EXERCISE PROMPT
In the data that follows, each entry is to be restated exactly.
━━ TASK INPUTS ━━
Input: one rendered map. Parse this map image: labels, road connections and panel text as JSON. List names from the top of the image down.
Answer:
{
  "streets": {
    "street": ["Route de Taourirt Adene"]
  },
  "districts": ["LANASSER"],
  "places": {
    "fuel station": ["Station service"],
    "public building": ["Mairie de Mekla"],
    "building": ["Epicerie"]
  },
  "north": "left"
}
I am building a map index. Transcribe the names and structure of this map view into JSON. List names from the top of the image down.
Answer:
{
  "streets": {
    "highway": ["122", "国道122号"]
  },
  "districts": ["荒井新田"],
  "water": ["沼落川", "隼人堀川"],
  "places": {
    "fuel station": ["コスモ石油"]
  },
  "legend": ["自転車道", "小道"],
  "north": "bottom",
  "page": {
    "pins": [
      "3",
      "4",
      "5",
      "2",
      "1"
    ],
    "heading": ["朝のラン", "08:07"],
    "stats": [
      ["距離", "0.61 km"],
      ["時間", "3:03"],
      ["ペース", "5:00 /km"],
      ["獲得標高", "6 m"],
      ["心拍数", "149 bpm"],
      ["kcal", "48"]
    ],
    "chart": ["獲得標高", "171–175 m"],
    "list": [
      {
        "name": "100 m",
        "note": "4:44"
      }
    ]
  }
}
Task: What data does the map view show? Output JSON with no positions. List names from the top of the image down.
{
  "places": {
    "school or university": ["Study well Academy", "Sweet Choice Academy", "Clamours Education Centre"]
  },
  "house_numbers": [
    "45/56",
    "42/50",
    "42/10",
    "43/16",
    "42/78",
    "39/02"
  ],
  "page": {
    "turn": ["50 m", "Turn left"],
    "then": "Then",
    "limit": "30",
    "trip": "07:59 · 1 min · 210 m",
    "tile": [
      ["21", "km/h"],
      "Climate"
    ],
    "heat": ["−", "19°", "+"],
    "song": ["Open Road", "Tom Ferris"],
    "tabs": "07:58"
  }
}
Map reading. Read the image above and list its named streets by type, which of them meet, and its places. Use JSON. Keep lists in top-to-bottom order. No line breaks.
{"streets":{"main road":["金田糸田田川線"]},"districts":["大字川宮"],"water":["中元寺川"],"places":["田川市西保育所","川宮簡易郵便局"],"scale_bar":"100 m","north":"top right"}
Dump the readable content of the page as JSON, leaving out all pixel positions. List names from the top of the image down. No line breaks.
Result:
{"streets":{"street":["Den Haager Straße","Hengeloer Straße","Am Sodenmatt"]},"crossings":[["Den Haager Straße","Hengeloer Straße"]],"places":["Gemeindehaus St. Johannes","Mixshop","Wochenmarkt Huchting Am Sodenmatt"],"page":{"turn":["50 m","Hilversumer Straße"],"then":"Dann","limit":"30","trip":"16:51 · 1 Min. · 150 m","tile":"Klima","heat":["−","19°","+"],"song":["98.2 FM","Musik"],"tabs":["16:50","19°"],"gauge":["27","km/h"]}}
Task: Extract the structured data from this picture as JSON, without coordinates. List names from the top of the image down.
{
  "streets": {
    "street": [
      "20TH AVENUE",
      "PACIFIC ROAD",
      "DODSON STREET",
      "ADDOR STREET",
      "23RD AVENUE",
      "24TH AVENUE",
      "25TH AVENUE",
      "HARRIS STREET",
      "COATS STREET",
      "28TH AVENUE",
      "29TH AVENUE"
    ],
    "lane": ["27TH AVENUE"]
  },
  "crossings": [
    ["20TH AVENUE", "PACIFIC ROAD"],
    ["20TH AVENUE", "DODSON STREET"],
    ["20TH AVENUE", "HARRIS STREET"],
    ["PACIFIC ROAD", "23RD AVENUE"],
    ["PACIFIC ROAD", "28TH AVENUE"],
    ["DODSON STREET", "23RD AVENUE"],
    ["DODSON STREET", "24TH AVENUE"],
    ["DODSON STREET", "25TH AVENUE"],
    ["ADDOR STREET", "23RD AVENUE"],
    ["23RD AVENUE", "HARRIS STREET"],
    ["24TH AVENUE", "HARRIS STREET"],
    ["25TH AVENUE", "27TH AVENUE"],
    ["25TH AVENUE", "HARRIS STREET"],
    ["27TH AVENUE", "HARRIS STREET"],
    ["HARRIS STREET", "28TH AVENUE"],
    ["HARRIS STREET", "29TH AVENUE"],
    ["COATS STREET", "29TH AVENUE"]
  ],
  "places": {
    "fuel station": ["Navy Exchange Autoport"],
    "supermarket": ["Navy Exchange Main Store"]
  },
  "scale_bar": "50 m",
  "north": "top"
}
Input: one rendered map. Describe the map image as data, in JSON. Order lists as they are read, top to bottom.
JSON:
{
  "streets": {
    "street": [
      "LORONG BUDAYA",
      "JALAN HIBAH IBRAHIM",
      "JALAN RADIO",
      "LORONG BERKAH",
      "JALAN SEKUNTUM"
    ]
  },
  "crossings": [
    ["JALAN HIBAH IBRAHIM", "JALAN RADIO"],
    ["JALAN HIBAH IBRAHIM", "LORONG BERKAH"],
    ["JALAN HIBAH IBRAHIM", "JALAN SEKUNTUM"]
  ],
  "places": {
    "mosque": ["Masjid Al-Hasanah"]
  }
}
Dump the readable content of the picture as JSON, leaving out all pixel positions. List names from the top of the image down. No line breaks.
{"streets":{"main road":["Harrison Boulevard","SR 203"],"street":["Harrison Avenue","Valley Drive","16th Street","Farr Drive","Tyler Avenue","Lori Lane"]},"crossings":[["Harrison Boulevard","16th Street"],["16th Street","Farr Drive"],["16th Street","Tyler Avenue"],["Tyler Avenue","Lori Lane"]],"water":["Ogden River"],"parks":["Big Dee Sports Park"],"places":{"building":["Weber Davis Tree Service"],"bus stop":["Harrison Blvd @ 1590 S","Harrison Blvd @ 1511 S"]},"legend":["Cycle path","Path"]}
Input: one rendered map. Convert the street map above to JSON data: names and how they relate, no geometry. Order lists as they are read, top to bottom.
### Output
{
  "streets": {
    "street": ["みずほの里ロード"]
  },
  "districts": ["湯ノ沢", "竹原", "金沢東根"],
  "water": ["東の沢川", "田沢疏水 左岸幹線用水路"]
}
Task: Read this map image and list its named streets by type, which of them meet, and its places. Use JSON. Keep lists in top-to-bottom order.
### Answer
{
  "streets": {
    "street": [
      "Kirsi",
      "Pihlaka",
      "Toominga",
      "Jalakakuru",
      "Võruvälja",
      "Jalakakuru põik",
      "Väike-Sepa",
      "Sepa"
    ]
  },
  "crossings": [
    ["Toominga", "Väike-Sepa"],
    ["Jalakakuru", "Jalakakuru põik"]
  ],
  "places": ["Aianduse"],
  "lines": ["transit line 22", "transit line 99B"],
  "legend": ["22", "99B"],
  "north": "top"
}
━━━
EXERCISE OUTPUT
Input: one rendered map. Parse this map image: labels, road connections and panel text as JSON. List names from the top of the image down.
Answer:
{
  "streets": {
    "street": ["Route de Taourirt Adene"]
  },
  "districts": ["LANASSER"],
  "places": {
    "fuel station": ["Station service"],
    "public building": ["Mairie de Mekla"],
    "building": ["Epicerie"]
  },
  "north": "left"
}
I am building a map index. Transcribe the names and structure of this map view into JSON. List names from the top of the image down.
Answer:
{
  "streets": {
    "highway": ["122", "国道122号"]
  },
  "districts": ["荒井新田"],
  "water": ["沼落川", "隼人堀川"],
  "places": {
    "fuel station": ["コスモ石油"]
  },
  "legend": ["自転車道", "小道"],
  "north": "bottom",
  "page": {
    "pins": [
      "3",
      "4",
      "5",
      "2",
      "1"
    ],
    "heading": ["朝のラン", "08:07"],
    "stats": [
      ["距離", "0.61 km"],
      ["時間", "3:03"],
      ["ペース", "5:00 /km"],
      ["獲得標高", "6 m"],
      ["心拍数", "149 bpm"],
      ["kcal", "48"]
    ],
    "chart": ["獲得標高", "171–175 m"],
    "list": [
      {
        "name": "100 m",
        "note": "4:44"
      }
    ]
  }
}
Task: What data does the map view show? Output JSON with no positions. List names from the top of the image down.
{
  "places": {
    "school or university": ["Study well Academy", "Sweet Choice Academy", "Clamours Education Centre"]
  },
  "house_numbers": [
    "45/56",
    "42/50",
    "42/10",
    "43/16",
    "42/78",
    "39/02"
  ],
  "page": {
    "turn": ["50 m", "Turn left"],
    "then": "Then",
    "limit": "30",
    "trip": "07:59 · 1 min · 210 m",
    "tile": [
      ["21", "km/h"],
      "Climate"
    ],
    "heat": ["−", "19°", "+"],
    "song": ["Open Road", "Tom Ferris"],
    "tabs": "07:58"
  }
}
Map reading. Read the image above and list its named streets by type, which of them meet, and its places. Use JSON. Keep lists in top-to-bottom order. No line breaks.
{"streets":{"main road":["金田糸田田川線"]},"districts":["大字川宮"],"water":["中元寺川"],"places":["田川市西保育所","川宮簡易郵便局"],"scale_bar":"100 m","north":"top right"}
Dump the readable content of the page as JSON, leaving out all pixel positions. List names from the top of the image down. No line breaks.
Result:
{"streets":{"street":["Den Haager Straße","Hengeloer Straße","Am Sodenmatt"]},"crossings":[["Den Haager Straße","Hengeloer Straße"]],"places":["Gemeindehaus St. Johannes","Mixshop","Wochenmarkt Huchting Am Sodenmatt"],"page":{"turn":["50 m","Hilversumer Straße"],"then":"Dann","limit":"30","trip":"16:51 · 1 Min. · 150 m","tile":"Klima","heat":["−","19°","+"],"song":["98.2 FM","Musik"],"tabs":["16:50","19°"],"gauge":["27","km/h"]}}
Task: Extract the structured data from this picture as JSON, without coordinates. List names from the top of the image down.
{
  "streets": {
    "street": [
      "20TH AVENUE",
      "PACIFIC ROAD",
      "DODSON STREET",
      "ADDOR STREET",
      "23RD AVENUE",
      "24TH AVENUE",
      "25TH AVENUE",
      "HARRIS STREET",
      "COATS STREET",
      "28TH AVENUE",
      "29TH AVENUE"
    ],
    "lane": ["27TH AVENUE"]
  },
  "crossings": [
    ["20TH AVENUE", "PACIFIC ROAD"],
    ["20TH AVENUE", "DODSON STREET"],
    ["20TH AVENUE", "HARRIS STREET"],
    ["PACIFIC ROAD", "23RD AVENUE"],
    ["PACIFIC ROAD", "28TH AVENUE"],
    ["DODSON STREET", "23RD AVENUE"],
    ["DODSON STREET", "24TH AVENUE"],
    ["DODSON STREET", "25TH AVENUE"],
    ["ADDOR STREET", "23RD AVENUE"],
    ["23RD AVENUE", "HARRIS STREET"],
    ["24TH AVENUE", "HARRIS STREET"],
    ["25TH AVENUE", "27TH AVENUE"],
    ["25TH AVENUE", "HARRIS STREET"],
    ["27TH AVENUE", "HARRIS STREET"],
    ["HARRIS STREET", "28TH AVENUE"],
    ["HARRIS STREET", "29TH AVENUE"],
    ["COATS STREET", "29TH AVENUE"]
  ],
  "places": {
    "fuel station": ["Navy Exchange Autoport"],
    "supermarket": ["Navy Exchange Main Store"]
  },
  "scale_bar": "50 m",
  "north": "top"
}
Input: one rendered map. Describe the map image as data, in JSON. Order lists as they are read, top to bottom.
JSON:
{
  "streets": {
    "street": [
      "LORONG BUDAYA",
      "JALAN HIBAH IBRAHIM",
      "JALAN RADIO",
      "LORONG BERKAH",
      "JALAN SEKUNTUM"
    ]
  },
  "crossings": [
    ["JALAN HIBAH IBRAHIM", "JALAN RADIO"],
    ["JALAN HIBAH IBRAHIM", "LORONG BERKAH"],
    ["JALAN HIBAH IBRAHIM", "JALAN SEKUNTUM"]
  ],
  "places": {
    "mosque": ["Masjid Al-Hasanah"]
  }
}
Dump the readable content of the picture as JSON, leaving out all pixel positions. List names from the top of the image down. No line breaks.
{"streets":{"main road":["Harrison Boulevard","SR 203"],"street":["Harrison Avenue","Valley Drive","16th Street","Farr Drive","Tyler Avenue","Lori Lane"]},"crossings":[["Harrison Boulevard","16th Street"],["16th Street","Farr Drive"],["16th Street","Tyler Avenue"],["Tyler Avenue","Lori Lane"]],"water":["Ogden River"],"parks":["Big Dee Sports Park"],"places":{"building":["Weber Davis Tree Service"],"bus stop":["Harrison Blvd @ 1590 S","Harrison Blvd @ 1511 S"]},"legend":["Cycle path","Path"]}
Input: one rendered map. Convert the street map above to JSON data: names and how they relate, no geometry. Order lists as they are read, top to bottom.
### Output
{
  "streets": {
    "street": ["みずほの里ロード"]
  },
  "districts": ["湯ノ沢", "竹原", "金沢東根"],
  "water": ["東の沢川", "田沢疏水 左岸幹線用水路"]
}
Task: Read this map image and list its named streets by type, which of them meet, and its places. Use JSON. Keep lists in top-to-bottom order.
### Answer
{
  "streets": {
    "street": [
      "Kirsi",
      "Pihlaka",
      "Toominga",
      "Jalakakuru",
      "Võruvälja",
      "Jalakakuru põik",
      "Väike-Sepa",
      "Sepa"
    ]
  },
  "crossings": [
    ["Toominga", "Väike-Sepa"],
    ["Jalakakuru", "Jalakakuru põik"]
  ],
  "places": ["Aianduse"],
  "lines": ["transit line 22", "transit line 99B"],
  "legend": ["22", "99B"],
  "north": "top"
}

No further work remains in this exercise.